## ABOUT THIS EXERCISE
How many lines in the records below contain the word "filter"? Answer with the number alone.

*** Opening MATERIAL PROVIDED ***

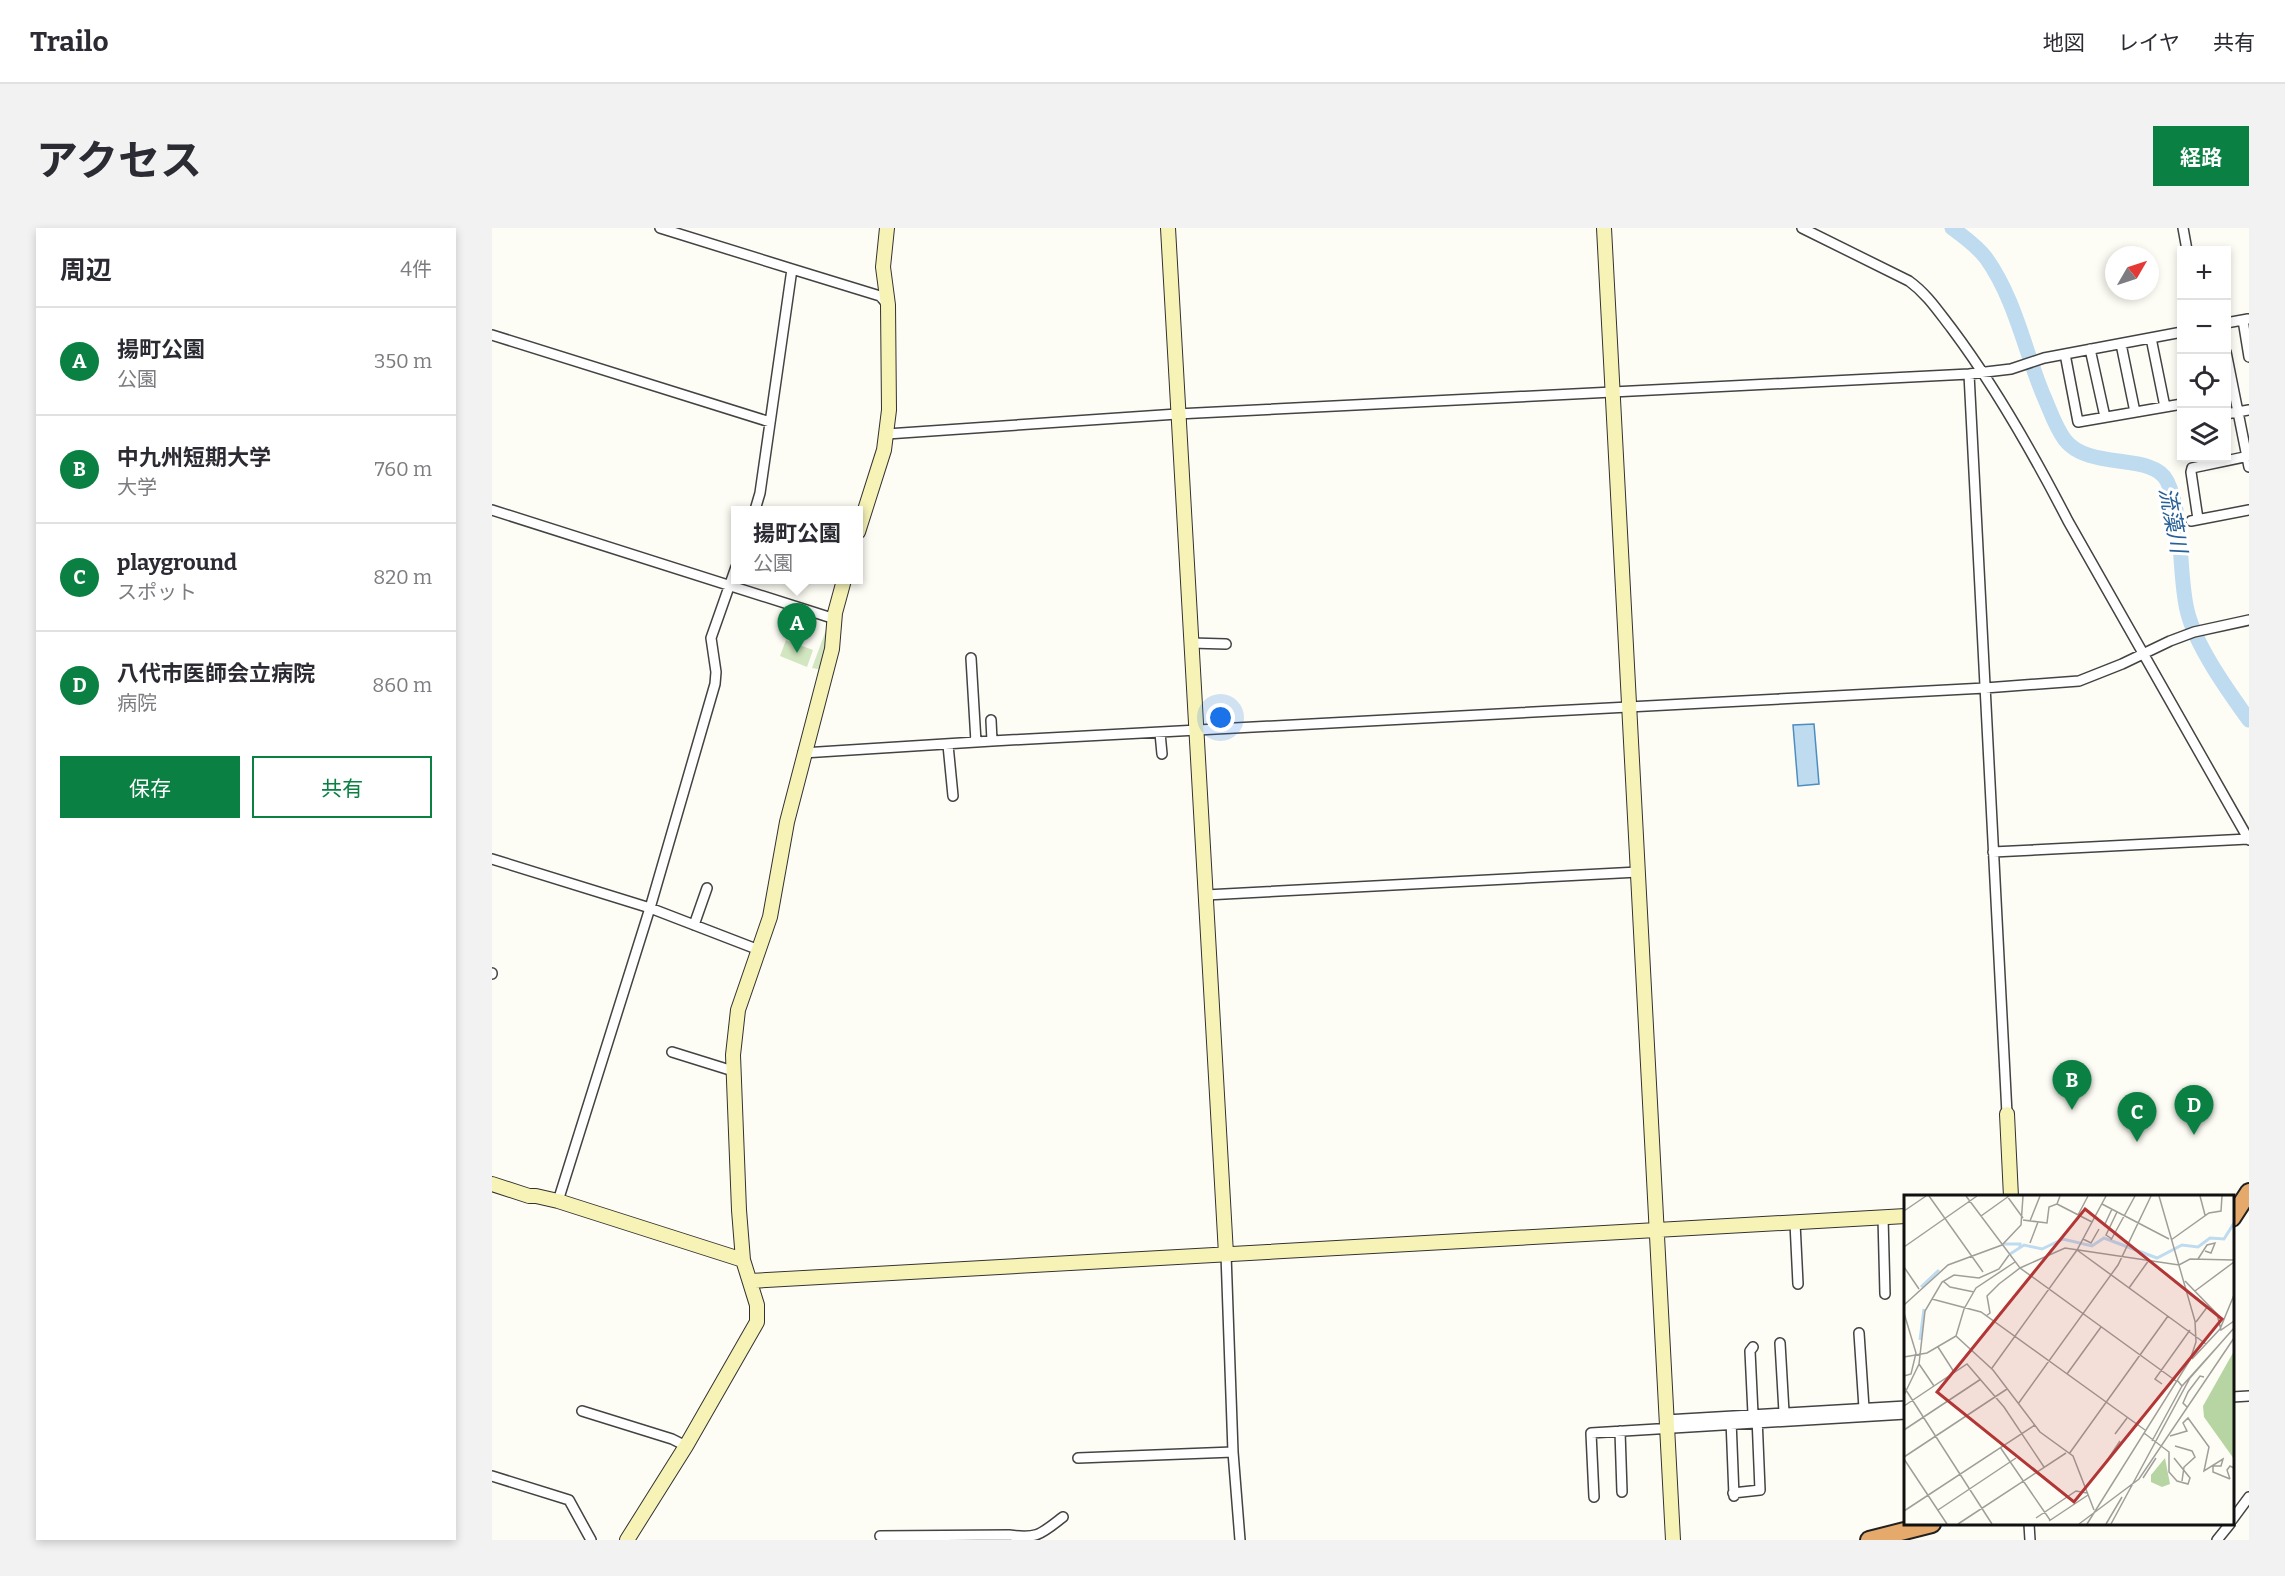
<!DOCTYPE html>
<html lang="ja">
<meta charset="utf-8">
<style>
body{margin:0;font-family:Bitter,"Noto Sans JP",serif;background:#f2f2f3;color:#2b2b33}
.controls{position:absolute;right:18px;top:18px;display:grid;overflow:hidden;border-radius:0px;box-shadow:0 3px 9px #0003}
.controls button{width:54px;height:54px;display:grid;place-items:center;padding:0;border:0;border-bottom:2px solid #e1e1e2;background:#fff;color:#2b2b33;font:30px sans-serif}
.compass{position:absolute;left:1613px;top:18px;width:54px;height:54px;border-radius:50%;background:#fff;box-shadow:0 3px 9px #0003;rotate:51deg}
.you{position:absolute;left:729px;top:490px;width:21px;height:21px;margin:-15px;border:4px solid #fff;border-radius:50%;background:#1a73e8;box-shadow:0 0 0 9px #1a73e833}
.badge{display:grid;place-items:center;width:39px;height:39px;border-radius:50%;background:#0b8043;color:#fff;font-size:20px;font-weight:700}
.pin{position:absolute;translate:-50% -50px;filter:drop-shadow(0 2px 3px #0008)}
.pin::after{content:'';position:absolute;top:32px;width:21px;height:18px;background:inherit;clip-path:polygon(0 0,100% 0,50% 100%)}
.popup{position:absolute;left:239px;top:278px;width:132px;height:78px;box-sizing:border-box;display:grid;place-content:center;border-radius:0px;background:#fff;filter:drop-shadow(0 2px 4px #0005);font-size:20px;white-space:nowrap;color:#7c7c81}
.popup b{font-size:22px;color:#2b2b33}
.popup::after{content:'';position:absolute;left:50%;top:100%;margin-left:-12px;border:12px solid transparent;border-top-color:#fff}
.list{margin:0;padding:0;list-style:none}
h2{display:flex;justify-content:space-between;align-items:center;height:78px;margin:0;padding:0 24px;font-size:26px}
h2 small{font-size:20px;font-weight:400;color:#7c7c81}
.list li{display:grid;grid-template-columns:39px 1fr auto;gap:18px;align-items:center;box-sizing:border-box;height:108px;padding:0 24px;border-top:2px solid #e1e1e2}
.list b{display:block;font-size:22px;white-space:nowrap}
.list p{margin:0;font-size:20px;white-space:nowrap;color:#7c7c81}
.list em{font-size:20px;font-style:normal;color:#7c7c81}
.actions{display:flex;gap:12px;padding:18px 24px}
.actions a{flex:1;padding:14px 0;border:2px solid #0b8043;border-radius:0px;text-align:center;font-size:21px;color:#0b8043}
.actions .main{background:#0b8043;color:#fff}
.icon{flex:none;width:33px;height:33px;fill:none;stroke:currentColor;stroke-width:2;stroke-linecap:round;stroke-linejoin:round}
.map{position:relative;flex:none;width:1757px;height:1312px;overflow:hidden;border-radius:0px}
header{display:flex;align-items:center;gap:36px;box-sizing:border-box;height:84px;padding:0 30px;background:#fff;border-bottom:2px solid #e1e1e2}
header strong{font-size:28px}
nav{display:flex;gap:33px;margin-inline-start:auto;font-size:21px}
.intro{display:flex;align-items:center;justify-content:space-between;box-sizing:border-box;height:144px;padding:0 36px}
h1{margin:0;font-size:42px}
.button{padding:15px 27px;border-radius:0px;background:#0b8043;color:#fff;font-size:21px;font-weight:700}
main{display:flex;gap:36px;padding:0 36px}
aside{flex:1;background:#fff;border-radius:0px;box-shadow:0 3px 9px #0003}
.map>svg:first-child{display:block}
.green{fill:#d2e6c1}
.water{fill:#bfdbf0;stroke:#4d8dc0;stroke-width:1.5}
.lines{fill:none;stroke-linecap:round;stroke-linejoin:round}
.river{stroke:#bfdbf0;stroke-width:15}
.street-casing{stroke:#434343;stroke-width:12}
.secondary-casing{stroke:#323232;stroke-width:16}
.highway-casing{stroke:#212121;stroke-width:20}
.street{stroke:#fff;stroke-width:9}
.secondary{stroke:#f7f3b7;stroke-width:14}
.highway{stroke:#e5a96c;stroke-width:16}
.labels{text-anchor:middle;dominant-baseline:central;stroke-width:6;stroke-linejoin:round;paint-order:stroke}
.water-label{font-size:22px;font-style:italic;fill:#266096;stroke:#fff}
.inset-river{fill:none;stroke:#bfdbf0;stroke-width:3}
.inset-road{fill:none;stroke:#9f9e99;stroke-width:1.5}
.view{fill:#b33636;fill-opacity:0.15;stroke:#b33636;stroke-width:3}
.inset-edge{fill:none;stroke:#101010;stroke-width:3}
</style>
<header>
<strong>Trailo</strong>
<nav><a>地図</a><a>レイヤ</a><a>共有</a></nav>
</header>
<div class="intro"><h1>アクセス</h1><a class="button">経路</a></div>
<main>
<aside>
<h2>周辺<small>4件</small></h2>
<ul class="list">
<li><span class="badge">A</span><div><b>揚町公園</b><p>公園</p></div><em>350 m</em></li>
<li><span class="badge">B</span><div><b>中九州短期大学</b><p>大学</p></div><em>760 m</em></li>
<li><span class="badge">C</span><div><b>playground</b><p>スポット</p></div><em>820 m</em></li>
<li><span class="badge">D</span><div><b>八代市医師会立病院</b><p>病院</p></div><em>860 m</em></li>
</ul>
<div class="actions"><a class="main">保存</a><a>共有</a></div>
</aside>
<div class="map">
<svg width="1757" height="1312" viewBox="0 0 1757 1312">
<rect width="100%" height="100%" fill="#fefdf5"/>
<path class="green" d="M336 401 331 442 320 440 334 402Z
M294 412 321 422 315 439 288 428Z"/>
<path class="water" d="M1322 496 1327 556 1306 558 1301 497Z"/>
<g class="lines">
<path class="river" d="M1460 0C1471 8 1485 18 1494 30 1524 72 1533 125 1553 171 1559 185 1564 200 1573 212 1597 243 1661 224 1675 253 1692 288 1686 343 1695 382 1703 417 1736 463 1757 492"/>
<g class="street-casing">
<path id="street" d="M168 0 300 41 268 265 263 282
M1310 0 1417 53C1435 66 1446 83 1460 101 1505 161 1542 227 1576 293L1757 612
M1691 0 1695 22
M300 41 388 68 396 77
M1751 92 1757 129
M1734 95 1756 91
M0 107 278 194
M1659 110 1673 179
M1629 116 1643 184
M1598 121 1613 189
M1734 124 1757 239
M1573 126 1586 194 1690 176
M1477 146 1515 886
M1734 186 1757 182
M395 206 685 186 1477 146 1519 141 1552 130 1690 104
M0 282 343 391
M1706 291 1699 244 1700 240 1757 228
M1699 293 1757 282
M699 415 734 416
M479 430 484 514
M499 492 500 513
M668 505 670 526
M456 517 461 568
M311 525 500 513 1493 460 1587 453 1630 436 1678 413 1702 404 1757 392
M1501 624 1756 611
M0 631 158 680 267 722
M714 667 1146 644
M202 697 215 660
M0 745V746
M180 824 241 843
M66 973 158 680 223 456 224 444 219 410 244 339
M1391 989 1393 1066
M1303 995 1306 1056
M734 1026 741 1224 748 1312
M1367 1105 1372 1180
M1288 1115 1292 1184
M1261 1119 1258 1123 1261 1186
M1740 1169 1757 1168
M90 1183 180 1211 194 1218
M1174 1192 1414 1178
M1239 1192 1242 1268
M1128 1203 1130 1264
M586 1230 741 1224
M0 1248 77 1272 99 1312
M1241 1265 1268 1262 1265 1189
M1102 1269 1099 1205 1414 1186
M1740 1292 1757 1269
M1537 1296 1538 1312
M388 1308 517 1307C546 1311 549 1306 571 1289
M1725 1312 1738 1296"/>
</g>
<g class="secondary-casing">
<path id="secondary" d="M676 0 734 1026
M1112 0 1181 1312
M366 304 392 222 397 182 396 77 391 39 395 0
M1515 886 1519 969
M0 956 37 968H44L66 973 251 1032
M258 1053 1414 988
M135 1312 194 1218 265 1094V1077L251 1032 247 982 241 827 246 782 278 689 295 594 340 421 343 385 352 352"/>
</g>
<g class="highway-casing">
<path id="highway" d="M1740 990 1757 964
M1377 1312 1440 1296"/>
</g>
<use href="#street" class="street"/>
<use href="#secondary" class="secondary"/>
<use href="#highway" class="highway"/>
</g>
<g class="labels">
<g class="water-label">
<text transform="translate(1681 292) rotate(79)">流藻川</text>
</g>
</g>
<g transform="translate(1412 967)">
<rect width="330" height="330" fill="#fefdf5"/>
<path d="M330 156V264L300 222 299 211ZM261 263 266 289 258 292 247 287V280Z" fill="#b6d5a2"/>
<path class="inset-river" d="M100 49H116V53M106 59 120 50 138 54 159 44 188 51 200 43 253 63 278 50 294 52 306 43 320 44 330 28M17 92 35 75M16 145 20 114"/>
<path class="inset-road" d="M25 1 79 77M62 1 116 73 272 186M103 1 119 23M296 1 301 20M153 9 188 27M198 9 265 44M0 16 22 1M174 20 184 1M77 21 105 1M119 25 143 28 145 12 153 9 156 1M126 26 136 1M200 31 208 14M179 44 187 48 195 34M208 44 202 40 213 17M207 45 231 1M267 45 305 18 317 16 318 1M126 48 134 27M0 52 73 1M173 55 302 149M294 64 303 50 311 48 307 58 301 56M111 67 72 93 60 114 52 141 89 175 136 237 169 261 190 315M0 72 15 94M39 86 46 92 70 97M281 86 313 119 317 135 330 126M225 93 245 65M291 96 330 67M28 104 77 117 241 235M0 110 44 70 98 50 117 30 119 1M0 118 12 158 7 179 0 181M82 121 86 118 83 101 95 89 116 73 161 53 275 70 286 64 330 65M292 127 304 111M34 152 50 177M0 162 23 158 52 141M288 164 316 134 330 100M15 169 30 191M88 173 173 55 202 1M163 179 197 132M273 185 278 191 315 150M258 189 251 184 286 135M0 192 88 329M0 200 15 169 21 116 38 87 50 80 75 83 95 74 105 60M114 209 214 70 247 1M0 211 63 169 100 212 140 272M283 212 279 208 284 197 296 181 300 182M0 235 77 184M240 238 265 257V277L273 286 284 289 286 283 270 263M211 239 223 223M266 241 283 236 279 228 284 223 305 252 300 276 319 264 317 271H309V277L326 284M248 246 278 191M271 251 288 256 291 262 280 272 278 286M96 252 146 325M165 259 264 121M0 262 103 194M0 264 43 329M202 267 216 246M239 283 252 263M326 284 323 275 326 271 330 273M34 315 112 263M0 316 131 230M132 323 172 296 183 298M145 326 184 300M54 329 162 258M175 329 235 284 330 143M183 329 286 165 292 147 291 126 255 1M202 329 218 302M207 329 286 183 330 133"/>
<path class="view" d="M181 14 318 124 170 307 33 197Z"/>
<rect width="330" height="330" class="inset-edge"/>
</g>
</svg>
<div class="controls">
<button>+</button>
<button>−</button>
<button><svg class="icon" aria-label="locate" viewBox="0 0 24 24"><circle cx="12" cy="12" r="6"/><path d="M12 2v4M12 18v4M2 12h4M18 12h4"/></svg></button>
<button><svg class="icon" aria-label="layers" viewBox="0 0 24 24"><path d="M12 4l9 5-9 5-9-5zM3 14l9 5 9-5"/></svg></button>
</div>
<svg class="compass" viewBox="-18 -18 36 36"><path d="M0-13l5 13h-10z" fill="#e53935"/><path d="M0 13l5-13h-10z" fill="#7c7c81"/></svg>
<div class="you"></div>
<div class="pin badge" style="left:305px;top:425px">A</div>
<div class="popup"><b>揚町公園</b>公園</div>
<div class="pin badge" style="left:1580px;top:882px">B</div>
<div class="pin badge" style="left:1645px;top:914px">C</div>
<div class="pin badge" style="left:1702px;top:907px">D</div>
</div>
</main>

*** Closing MATERIAL PROVIDED ***

## RESPONSE BOX
2